Kebudayaan Hindu–Buddha yang masuk ke Indonesia sudah mempunyai perhitungan kalender, yang disebut kalender Saka dengan perhitungan 1 tahun Saka terdiri atas 365 hari. Menurut perhitungan tahun Saka, selisih tahun Saka dengan tahun Masehi yakni 78 tahun.
f. Sistem Kepercayaan
Nenek moyang bangsa Indonesia mempunyai kepercayaan menyembah roh nenek moyang (animisme) juga dinamisme dan totemisme. Namun, setelah imbas Hindu– Buddha masuk terjadilah akulturasi sistem kepencayaan sehingga muncul agama Hindu dan Buddha. Pergeseran fungsi candi. Misalnya fungsi candi di India sebagai kawasan pemujaan, sedangkan di Indonesia candi di samping kawasan pemujaan juga ada yang difungsikan sebagai makam (biasanya raja/pembesar kerajaan).
g. Filsafat
Akulturasi filsafat Hindu Indonesia menjadikan filsafat Hindu Jawa. Misalnya, kawasan yang makin tinggi makin suci alasannya yakni ialah kawasan bersemayam para dewa. Itulah sebabnya raja-raja Jawa (Surakarta dan Yogyakarta) setelah meninggal dimakamkan di tempat-tempat yang tinggi, ibarat Giri Bangun, Giri Layu (Surakarta), dan Imogiri (Yogyakarta).
Penting Untuk Diingat.
1. Agama dan kebudayaan Hindu–Buddha lahir dan berkembang di India. Lewat hubungan dagang, agama dan kebudayaan Hindu–Buddha jadinya masuk ke Indonesia.

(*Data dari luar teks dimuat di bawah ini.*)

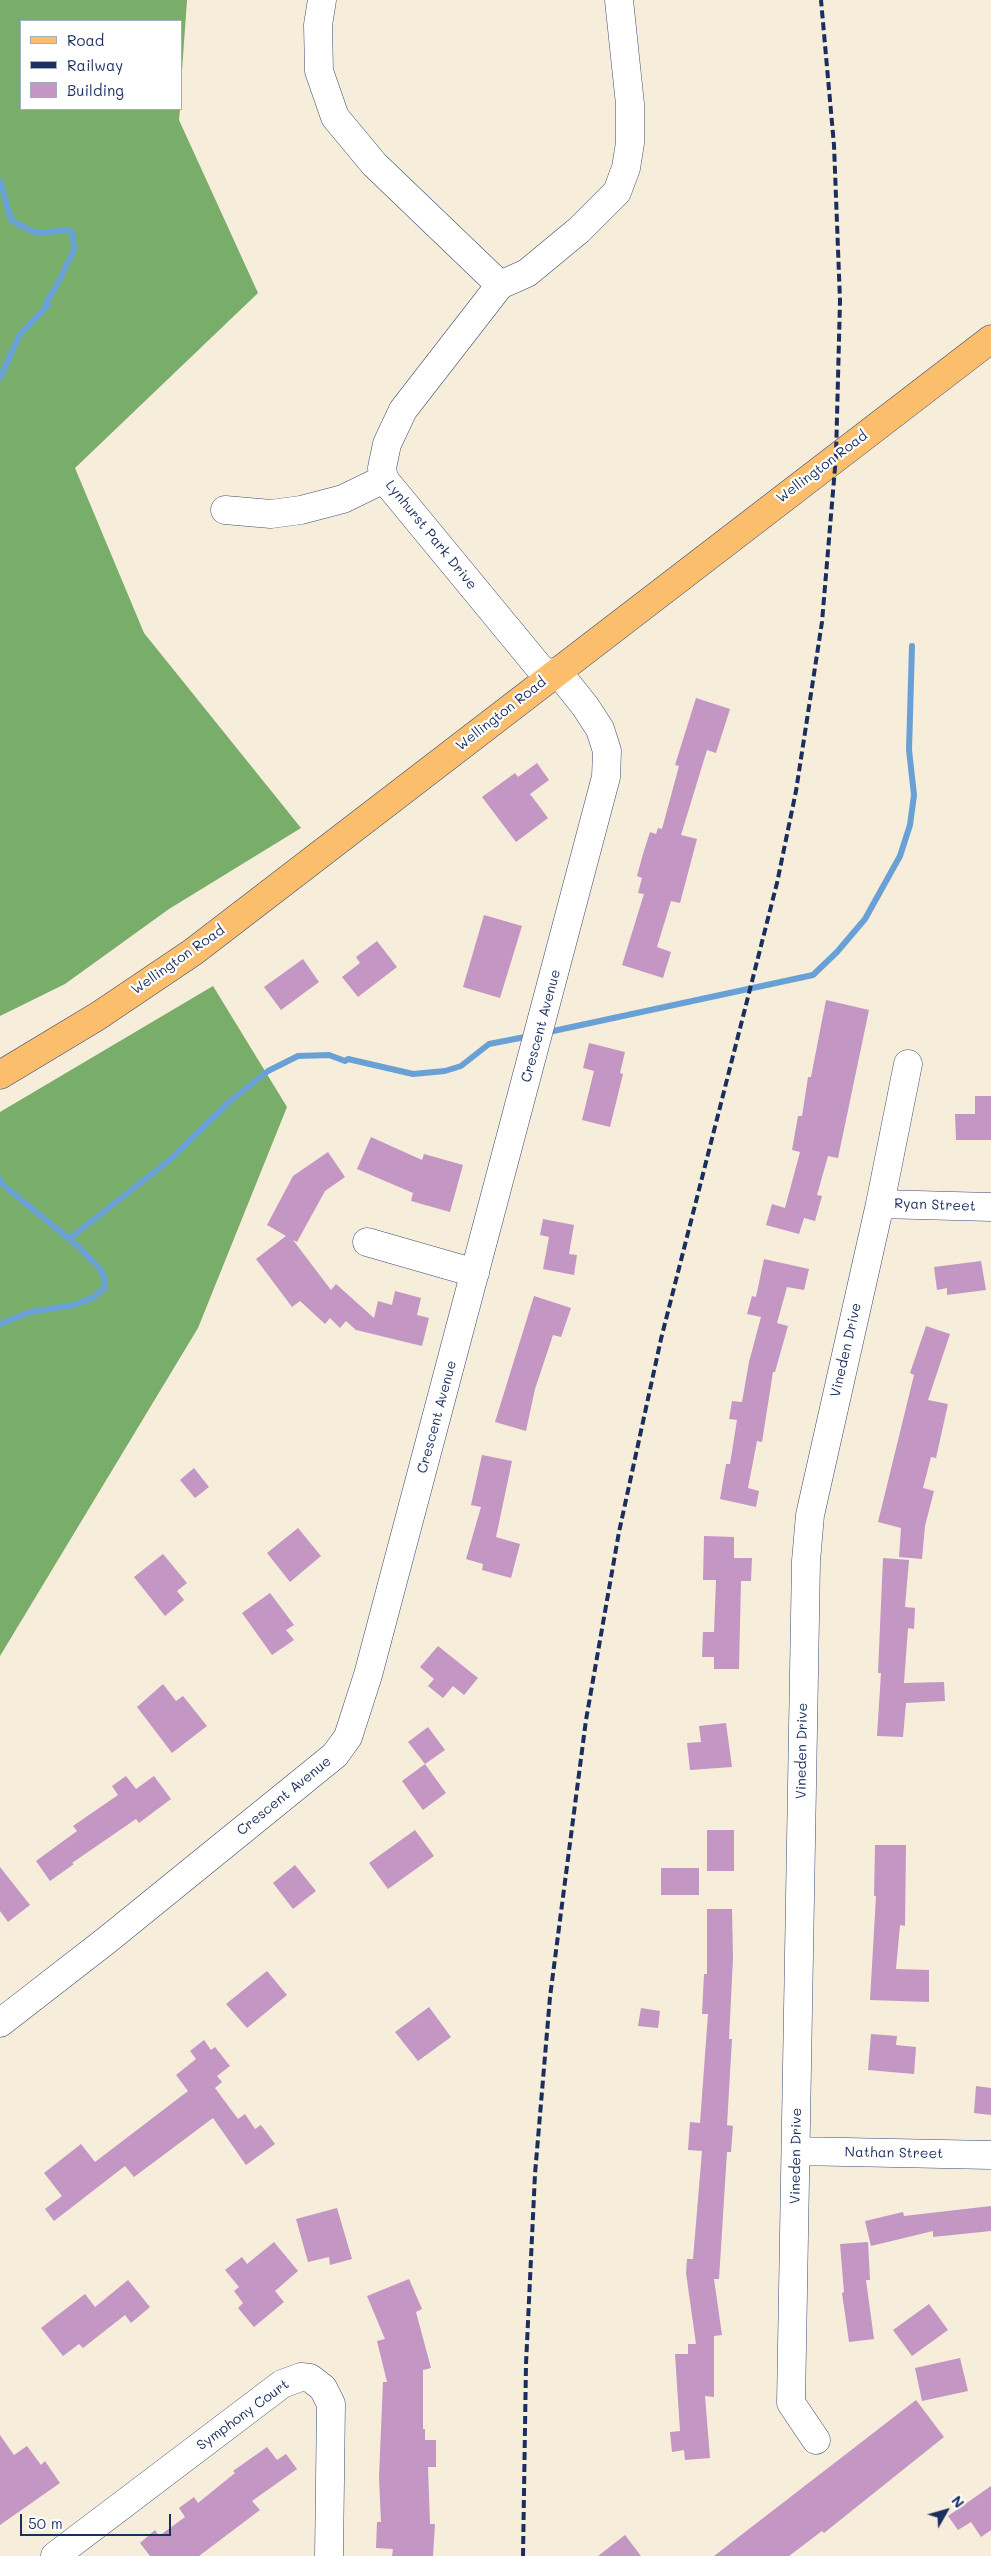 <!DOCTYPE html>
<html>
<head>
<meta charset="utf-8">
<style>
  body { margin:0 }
  #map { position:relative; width:991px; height:2556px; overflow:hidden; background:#f6eddb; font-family:Mali,sans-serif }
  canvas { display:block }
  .legend { position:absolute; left:20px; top:20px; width:162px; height:90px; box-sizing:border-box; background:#fff; border:1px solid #a4acbf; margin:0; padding:6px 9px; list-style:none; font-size:15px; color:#1b2f5e }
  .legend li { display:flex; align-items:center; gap:10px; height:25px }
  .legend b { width:25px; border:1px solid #a4acbf }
  .north { position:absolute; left:921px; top:2486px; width:50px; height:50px; -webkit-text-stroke:4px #fff; paint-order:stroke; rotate:52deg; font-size:14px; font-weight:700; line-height:20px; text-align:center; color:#1b2f5e }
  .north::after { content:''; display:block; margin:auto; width:18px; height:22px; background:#1b2f5e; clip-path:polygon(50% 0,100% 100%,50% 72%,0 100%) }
  .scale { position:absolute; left:20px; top:2514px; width:151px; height:22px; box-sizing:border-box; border:2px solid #1b2f5e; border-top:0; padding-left:6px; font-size:15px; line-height:18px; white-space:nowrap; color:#1b2f5e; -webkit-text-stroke:4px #fff; paint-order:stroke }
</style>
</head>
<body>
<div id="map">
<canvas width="991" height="2556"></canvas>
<ul class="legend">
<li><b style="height:6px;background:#fabe6d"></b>Road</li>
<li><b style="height:6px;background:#1b2f5e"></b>Railway</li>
<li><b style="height:14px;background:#c396c3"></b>Building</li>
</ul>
<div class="north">N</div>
<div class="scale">50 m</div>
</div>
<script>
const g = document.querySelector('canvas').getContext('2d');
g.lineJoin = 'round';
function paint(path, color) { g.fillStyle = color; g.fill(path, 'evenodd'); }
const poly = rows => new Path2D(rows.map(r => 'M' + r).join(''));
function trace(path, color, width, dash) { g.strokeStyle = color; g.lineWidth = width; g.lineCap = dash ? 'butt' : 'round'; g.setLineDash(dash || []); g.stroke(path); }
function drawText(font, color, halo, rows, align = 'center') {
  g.font = font + ' Mali,sans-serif'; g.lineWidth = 4.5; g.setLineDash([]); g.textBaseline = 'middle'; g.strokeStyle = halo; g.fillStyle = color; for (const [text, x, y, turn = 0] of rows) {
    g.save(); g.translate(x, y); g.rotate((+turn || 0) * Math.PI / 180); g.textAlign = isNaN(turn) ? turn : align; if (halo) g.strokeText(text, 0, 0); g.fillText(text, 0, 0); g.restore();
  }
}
const forest = poly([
  [0,0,187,0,181,85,181,21,21,21,21,109,180,109,179,120,258,293,75,468,144,633,301,828,169,909,65,984,0,1016],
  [213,986,287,1107,198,1328,0,1656,0,1112]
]);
const stream = poly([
  [0,181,11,219,21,226,37,233,70,230,73,235,74,250,56,287,46,303,48,305,20,334,0,378],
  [544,1033,813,975,837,952,865,919,900,856,910,825,914,795,909,750,912,646],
  [0,1179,2,1184,79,1247,100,1269,105,1280,104,1289,92,1298,74,1305,30,1312,0,1324],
  [69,1239,171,1159,228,1103,268,1071,298,1056,329,1055,345,1061,348,1059,413,1074,445,1071,461,1066,489,1044,530,1036]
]);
const building = poly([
  [696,698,730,709,716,753,707,750,681,835,697,839,680,903,671,901,657,947,671,952,663,978,622,965,644,894,638,893,642,878,637,876,643,854,650,832,656,834,658,828,662,829,679,766,675,765],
  [537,763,549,780,530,794,548,818,516,842,482,797,515,773,518,777],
  [484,915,522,926,500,998,463,987],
  [377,941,397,967,358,997,342,977,360,963,356,957],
  [303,959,319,982,281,1010,264,987],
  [826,1000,869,1010,838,1158,828,1156,817,1195,822,1196,815,1221,804,1218,799,1234,766,1225,772,1204,785,1208,800,1152,792,1150,798,1116,802,1116,808,1077,811,1077],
  [589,1043,625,1052,620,1073,623,1074,610,1127,582,1120,594,1071,583,1068],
  [975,1096,991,1096,991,1140,956,1140,955,1114,975,1114],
  [371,1137,422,1160,424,1154,463,1165,450,1212,411,1201,413,1193,357,1169],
  [328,1152,345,1177,325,1191,297,1242,293,1240,331,1290,336,1284,374,1318,378,1301,392,1305,395,1291,421,1298,417,1315,429,1318,422,1346,356,1330,346,1321,340,1328,330,1318,325,1324,300,1301,292,1307,256,1259,286,1236,267,1225,293,1176],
  [543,1219,574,1225,569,1254,577,1255,574,1275,543,1269,549,1237,540,1235],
  [764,1259,809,1269,804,1290,787,1287,777,1323,788,1326,775,1372,773,1372,762,1442,757,1441,748,1488,759,1491,756,1507,720,1499,726,1464,730,1464,737,1420,729,1419,732,1401,742,1402,749,1362,761,1317,747,1314,752,1296,756,1297],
  [981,1261,986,1290,947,1295,947,1288,937,1290,934,1267],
  [534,1296,571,1308,561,1337,553,1335,535,1389,526,1431,495,1422],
  [926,1326,950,1334,928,1400,948,1404,936,1458,931,1457,923,1488,934,1491,925,1526,922,1559,899,1557,901,1528,878,1522,914,1375,910,1373],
  [482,1455,512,1461,496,1537,520,1544,511,1578,482,1570,483,1564,466,1559,481,1507,471,1505],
  [194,1468,209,1487,195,1498,180,1480],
  [298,1528,321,1556,290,1582,267,1553],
  [704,1536,734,1537,734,1558,752,1558,751,1581,741,1581,739,1669,714,1669,714,1657,702,1657,703,1632,714,1632,716,1580,703,1580],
  [163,1554,187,1583,177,1591,184,1600,165,1616,134,1577],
  [883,1558,909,1560,905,1607,915,1608,914,1629,908,1628,904,1683,944,1682,945,1701,906,1703,903,1737,877,1736,881,1673,878,1673],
  [270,1593,294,1625,286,1630,294,1640,272,1655,242,1613],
  [438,1646,478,1678,464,1695,453,1686,443,1698,428,1686,434,1679,420,1667],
  [163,1684,176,1701,183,1696,207,1726,172,1753,137,1707],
  [726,1723,732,1767,690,1770,687,1743,701,1742,699,1726],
  [428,1727,445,1750,425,1764,446,1793,423,1810,402,1781,425,1764,408,1742],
  [126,1776,136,1789,154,1776,171,1799,139,1823,136,1819,72,1863,74,1864,50,1881,36,1861,77,1831,73,1826,118,1795,112,1786],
  [415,1830,434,1856,388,1889,369,1863],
  [707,1830,734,1830,734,1871,707,1871],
  [875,1845,906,1845,905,1926,900,1925,896,1969,929,1970,929,2002,870,2000,876,1896,874,1896],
  [295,1865,316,1891,293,1909,273,1883],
  [0,1867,30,1905,8,1922,0,1911],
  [661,1868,699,1868,699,1895,661,1895],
  [707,1909,732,1909,733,1958,729,2039,732,2039,727,2125,733,2126,731,2152,727,2152,719,2279,714,2279,722,2335,714,2336,714,2397,705,2396,710,2458,685,2460,684,2450,672,2452,670,2432,680,2431,675,2354,688,2354,688,2344,696,2344,686,2273,687,2259,693,2259,702,2151,688,2150,690,2122,700,2123,708,2014,702,2014,704,1974,707,1974],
  [267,1971,287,1995,247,2028,226,2004],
  [429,2007,451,2037,418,2061,395,2032],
  [641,2008,660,2011,658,2028,638,2026],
  [871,2034,897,2036,896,2045,916,2047,914,2074,868,2070],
  [204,2040,211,2050,215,2047,230,2066,217,2076,222,2082,215,2088,238,2119,245,2114,255,2129,261,2125,275,2144,246,2165,213,2118,134,2177,125,2166,54,2221,45,2209,62,2196,44,2173,81,2144,95,2162,188,2091,176,2075,196,2059,190,2051],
  [976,2086,991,2088,991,2115,974,2113],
  [991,2206,991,2231,933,2237,933,2231,871,2246,865,2221,903,2212,904,2216],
  [337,2208,352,2259,330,2265,329,2257,308,2262,296,2219],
  [274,2242,298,2271,275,2291,284,2302,254,2327,238,2308,243,2303,234,2291,239,2287,225,2270,242,2257,247,2264],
  [868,2242,870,2280,866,2280,874,2339,849,2342,842,2293,844,2292,840,2244],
  [409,2279,422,2309,416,2312,431,2368,423,2370,423,2429,425,2429,425,2440,436,2440,436,2467,428,2467,430,2524,435,2524,433,2556,392,2556,393,2549,376,2548,377,2522,381,2522,379,2477,383,2382,387,2382,377,2341,385,2339,367,2296],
  [128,2280,150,2307,131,2323,125,2315,83,2348,79,2344,63,2356,41,2328,85,2294,95,2307],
  [929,2304,948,2330,912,2356,893,2330],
  [960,2358,968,2391,922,2401,915,2368],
  [916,2400,944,2437,824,2533,822,2531,789,2556,714,2556],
  [0,2435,14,2455,27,2446,41,2465,45,2461,60,2483,0,2525],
  [267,2447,277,2460,286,2454,297,2469,252,2501,260,2510,199,2556,150,2556,140,2543,155,2530,159,2536,185,2517,179,2508,194,2497,198,2503,235,2473,233,2471],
  [991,2486,991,2530,981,2537,971,2522,958,2530,948,2516],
  [625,2535,641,2556,598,2556]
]);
const minor = poly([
  [322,0,318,25,319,71,335,117,374,164,500,285,527,273,579,230,617,192,626,168,630,143,630,104,619,0],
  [500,285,403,410,387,444,382,468,384,479,548,678],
  [225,510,271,514,301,510,343,499,384,479],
  [880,1204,991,1207],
  [367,1242,475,1273],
  [0,2023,107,1940,335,1755,348,1737,368,1675,606,777,607,751,600,729,585,706,557,671],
  [796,2151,991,2155],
  [816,2440,791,2403,806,1561,810,1515,880,1204,908,1064],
  [55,2556,282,2384,301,2377,310,2378,323,2388,331,2404,329,2556]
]);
const major = poly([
  [0,1075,98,1016,193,952,991,339]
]);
const rail = poly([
  [523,2556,526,2364,535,2174,550,1997,586,1720,619,1532,661,1339,777,883,796,791,822,622,836,456,840,301,834,145,821,0]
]);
const streetNames = [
  ["Wellington Road",822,467,-37],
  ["Lynhurst Park Drive",431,535,51],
  ["Wellington Road",501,714,-38],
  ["Wellington Road",178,960,-35],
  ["Crescent Avenue",541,1026,-75],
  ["Ryan Street",935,1205,2],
  ["Vineden Drive",846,1350,-77],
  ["Crescent Avenue",437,1417,-75],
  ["Vineden Drive",802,1751,-89],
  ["Crescent Avenue",284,1796,-39],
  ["Nathan Street",894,2153,1],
  ["Vineden Drive",796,2156,-89],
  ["Symphony Court",243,2415,-36]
];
paint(forest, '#78ad6a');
trace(stream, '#69a1d7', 6);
paint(building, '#c396c3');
trace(minor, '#3c4c71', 29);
trace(major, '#3c4c71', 29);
trace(minor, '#fff', 28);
trace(major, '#fabe6d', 28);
trace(rail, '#1b2f5e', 4, [8, 4]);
drawText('14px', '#1b2f5e', '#fff', streetNames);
</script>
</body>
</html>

2. Masuknya agama dan kebudayaan Hindu–Buddha memunculkan beberapa hipotesis, ibarat hipotesis waisya, keKsatria, brahmana, dan nasional.
3. Agama dan kebudayaan Hindu–-Buddha lalu berakulturasi dengan kebudayaan orisinil Indonesia dalam aneka macam bidang, ibarat seni bangunan, seni rupa, seni ukir, karakter dan seni sastra, kalender, dan sistem pemerintahan.
Demikianlah Materi Perkembangan Agama dan Kebudayaan Hindu–Buddha di Indonesia, semoga bermanfaa.